The need to modify the U.S. Forest Service’s budget process so that the cost of fighting wildfires does not jeopardize funding for other programs has reached another level.
On Oct. 4, White House Director of the Office of Management of Budget, the federal budget czar, was at the Angeles National Forest to share in a national radio broadcast appealing for support to urge Congress to take action after the election.
After Jeanne Wade Evans, deputy regional forester in the Pacific Southwest Region, gave a brief description of the current fire season, Shaun Donovan, the OMB director, lamented, “Again this year the cost of fighting wildfires has exceeded the funding level Congress has provided the Forest Service … The fundamental reality we’re seeing is that repeatedly, the costs of fire suppression are outpacing the increases in the overall budget of the Forest Service.”
While Donovan urged support for the administration’s proposal to alleviate the problem, he was really urging Congress to take some action.
Both Senate and House committees have passed separate legislation addressing wildfire funding.

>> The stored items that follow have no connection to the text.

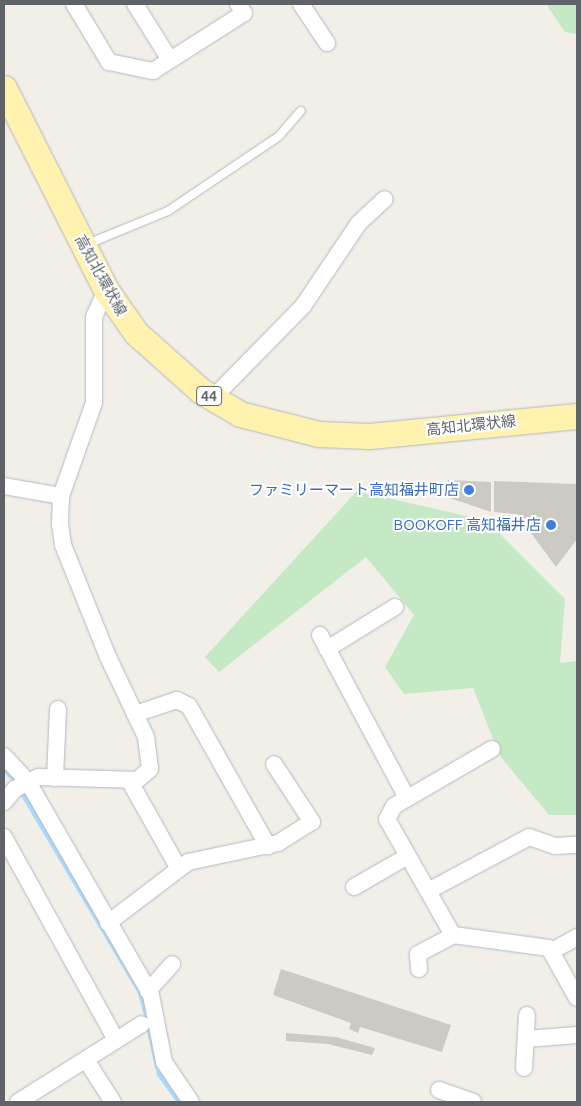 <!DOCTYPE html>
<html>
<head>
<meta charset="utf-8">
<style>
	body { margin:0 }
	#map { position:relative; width:581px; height:1106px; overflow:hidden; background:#f1efe8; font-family:Ubuntu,"Noto Sans JP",sans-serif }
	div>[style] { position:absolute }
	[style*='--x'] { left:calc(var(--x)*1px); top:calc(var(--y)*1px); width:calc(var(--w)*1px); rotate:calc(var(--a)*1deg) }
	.green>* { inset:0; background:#c5e8c5 }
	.stream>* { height:5px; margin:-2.5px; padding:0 2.5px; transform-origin:2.5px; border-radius:2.5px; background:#aadaff }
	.building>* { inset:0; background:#cccac5 }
	.roads { filter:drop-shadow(0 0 1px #b5b8bc) drop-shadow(0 0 1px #b5b8bc) }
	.service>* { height:8px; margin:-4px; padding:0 4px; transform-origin:4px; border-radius:4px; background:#fff }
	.minor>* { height:16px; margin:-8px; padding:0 8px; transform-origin:8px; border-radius:8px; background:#fff }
	.primary>* { height:25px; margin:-12.5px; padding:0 12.5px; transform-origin:12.5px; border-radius:12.5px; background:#fff2af }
	.dots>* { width:14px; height:14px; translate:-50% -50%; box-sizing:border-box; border:2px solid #fff; border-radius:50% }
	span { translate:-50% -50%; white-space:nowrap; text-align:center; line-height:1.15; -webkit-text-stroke:4px #fff; paint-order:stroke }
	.shield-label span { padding:1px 4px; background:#fff; border:1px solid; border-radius:4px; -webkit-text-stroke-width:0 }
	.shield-label { font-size:14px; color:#5f6368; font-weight:700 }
	.street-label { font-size:15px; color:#5f6368 }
	.shop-label { font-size:15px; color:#366cbe }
	.right { translate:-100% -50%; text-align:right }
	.frame { position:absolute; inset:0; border:5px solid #5f6368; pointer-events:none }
</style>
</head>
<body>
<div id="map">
	<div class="green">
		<i style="clip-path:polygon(546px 4px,577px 4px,577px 34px,565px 32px)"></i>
		<i style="clip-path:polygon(357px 491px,470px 517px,497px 531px,565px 599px,560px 663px,577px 661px,577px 815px,549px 815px,500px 756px,473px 688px,404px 694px,385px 667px,414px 615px,366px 557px,219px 672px,205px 657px)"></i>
	</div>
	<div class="stream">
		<i style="--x:4;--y:769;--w:17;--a:45"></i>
		<i style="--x:22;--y:793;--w:231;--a:59.3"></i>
		<i style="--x:140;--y:992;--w:28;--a:75"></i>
		<i style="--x:149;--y:1031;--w:44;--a:76.9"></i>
		<i style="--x:159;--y:1074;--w:34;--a:54"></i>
	</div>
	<div class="building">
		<i style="clip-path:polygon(448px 480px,491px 482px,491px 512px,447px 497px)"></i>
		<i style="clip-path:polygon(494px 481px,577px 484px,577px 539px,556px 567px,517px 514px,494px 512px)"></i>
		<i style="clip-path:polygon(281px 969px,451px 1025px,442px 1052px,360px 1027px,358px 1033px,349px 1029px,351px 1023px,273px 995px)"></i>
		<i style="clip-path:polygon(286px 1033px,336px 1037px,375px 1048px,372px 1055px,328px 1044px,286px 1041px)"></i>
	</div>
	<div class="roads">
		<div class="service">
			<i style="--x:85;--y:245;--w:90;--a:-22.3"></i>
			<i style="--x:168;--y:211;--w:134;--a:-34"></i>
			<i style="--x:279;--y:136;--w:33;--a:-49"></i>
		</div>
		<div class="minor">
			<i style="--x:74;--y:4;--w:68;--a:58.9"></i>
			<i style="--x:109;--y:62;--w:45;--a:11.6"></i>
			<i style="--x:153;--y:71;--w:108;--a:-32.5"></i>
			<i style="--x:244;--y:13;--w:11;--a:-124"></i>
			<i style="--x:135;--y:4;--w:66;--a:58"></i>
			<i style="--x:301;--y:4;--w:47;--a:56.3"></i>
			<i style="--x:213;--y:398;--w:129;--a:-45.6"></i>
			<i style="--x:303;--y:306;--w:100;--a:-56"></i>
			<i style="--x:359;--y:223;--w:35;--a:-43"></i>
			<i style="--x:4;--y:486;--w:58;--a:10"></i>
			<i style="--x:320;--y:635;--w:185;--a:61.9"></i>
			<i style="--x:327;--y:649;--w:80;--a:-31.7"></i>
			<i style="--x:135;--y:714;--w:44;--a:-18.4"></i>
			<i style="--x:177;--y:700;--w:13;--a:27"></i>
			<i style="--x:189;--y:706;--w:161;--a:60.6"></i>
			<i style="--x:492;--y:749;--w:113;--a:149.8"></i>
			<i style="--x:394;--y:806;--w:15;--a:118"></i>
			<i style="--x:387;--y:819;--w:133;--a:60.4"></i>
			<i style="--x:453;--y:935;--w:97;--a:7.7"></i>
			<i style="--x:549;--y:948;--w:57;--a:60.8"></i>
			<i style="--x:4;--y:756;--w:35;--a:47"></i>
			<i style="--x:28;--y:782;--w:246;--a:60"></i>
			<i style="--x:151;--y:995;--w:68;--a:79"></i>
			<i style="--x:164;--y:1062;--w:48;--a:56"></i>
			<i style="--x:55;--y:778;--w:69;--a:-87.5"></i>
			<i style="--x:129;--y:780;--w:102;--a:60.7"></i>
			<i style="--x:4;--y:802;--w:17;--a:-50"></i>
			<i style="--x:15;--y:789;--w:27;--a:-27"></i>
			<i style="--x:39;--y:777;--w:98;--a:1.8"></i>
			<i style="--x:137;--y:780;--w:17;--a:-40"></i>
			<i style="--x:150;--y:769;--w:32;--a:-97"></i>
			<i style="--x:146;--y:737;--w:89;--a:-115.4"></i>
			<i style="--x:108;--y:657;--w:121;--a:-111.9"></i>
			<i style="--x:63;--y:545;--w:21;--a:-98"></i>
			<i style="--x:60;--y:524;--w:28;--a:-88"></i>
			<i style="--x:61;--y:496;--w:99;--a:-70.5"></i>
			<i style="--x:94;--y:403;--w:86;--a:-90"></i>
			<i style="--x:94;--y:317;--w:30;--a:-66"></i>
			<i style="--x:4;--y:837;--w:232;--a:61.1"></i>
			<i style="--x:354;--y:887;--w:62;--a:-29.9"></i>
			<i style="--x:428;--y:891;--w:115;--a:-28.1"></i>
			<i style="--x:529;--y:837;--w:28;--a:19"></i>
			<i style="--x:555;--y:846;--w:22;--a:-3"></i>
			<i style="--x:108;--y:923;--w:101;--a:-37.3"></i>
			<i style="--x:188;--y:862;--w:92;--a:-11.9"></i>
			<i style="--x:278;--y:843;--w:40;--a:-32"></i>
			<i style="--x:312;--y:822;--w:69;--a:-123.2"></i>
			<i style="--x:552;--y:951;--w:29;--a:-29"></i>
			<i style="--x:419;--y:969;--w:15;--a:-94"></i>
			<i style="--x:418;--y:954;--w:40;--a:-28"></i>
			<i style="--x:148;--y:991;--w:36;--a:-48"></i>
			<i style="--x:526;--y:1039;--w:51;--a:-4.5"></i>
			<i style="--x:86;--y:1060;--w:50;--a:57.3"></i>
			<i style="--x:524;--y:1068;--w:53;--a:-86.8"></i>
			<i style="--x:439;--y:1090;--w:36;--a:19"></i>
			<i style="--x:18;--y:1102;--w:146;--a:-32.2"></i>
		</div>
		<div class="primary">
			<i style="--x:4;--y:88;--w:226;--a:63.2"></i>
			<i style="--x:106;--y:290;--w:52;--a:55.1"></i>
			<i style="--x:136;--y:333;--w:87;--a:41.7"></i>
			<i style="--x:201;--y:391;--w:45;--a:30.5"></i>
			<i style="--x:240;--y:414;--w:81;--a:14.2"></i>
			<i style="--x:319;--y:434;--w:50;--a:2.3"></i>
			<i style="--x:369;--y:436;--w:209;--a:-5.5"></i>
		</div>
	</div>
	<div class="dots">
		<i style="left:469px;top:490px;background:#3f7fe0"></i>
		<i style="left:551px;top:525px;background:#3f7fe0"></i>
	</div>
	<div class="shield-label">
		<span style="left:209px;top:396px">44</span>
	</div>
	<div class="street-label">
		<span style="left:101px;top:275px;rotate:61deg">高知北環状線</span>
		<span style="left:471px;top:425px;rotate:-6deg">高知北環状線</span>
	</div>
	<div class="shop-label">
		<span class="right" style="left:459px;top:490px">ファミリーマート高知福井町店</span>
		<span class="right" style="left:541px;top:525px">BOOKOFF 高知福井店</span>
	</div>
	<div class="frame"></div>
</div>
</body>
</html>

Donovan said, “I’m optimistic that when Congress gets back in lame-duck session in November and December, it can formally put this problem behind us and find a long-term, sustainable solution.”
He had previously acknowledged that Congress had come close to agreement last year, but it was not able to achieve joint concurrence.
“There are different approaches from different members of Congress. A few members are resistant to the approach we favor,” he stated. “I want to reach out earlier to different members of Congress to get everyone on the same path. I think there is a real opportunity this year to reach agreement.”
Of course, House Republicans have a different view of the funding stalemate. In a release following Donovan’s conference, Congressman Rob Bishop (R-UT), chair of the House Committee on Natural Resources, said, “The Administration’s political posturing on wildfire is dangerous. The Forest Service is paralyzed by even the threat of litigation.
“… More money alone, as the Administration called for once again today, is futile. … When the agency spends countless hours bulletproofing environmental documents against frivolous lawsuits, less time is spent treating fire-prone landscapes to prevent the most devastating and ruinous fires,” he added.
So far, the 2016 fire year has been less devastating than 2015, even though it started sooner, Wade Evans reported. Through last week, about 45,000 wildfires have occurred nationwide, about 10 percent fewer than in 2016. These fires have burned about 4.8 million acres or 45 percent fewer than last year.
The Resilient Federal Forests Act (H.R. 2647), introduced by Rep. Bruce Westerman (R-AR), passed the House in July 2015, with bipartisan support. Last month, the Senate Agriculture Committee passed S.3085, companion legislation to H.R. 2647.
In June, the U.S. Senate’s Committee on Energy and Natural Resources led by chair Sen. Lisa Murkowski (R-AK) and ranking member Sen. Maria Cantwell (D-WA), held hearings on draft legislation entitled the “Wildfire Budgeting, Response, and Forest Management Act.”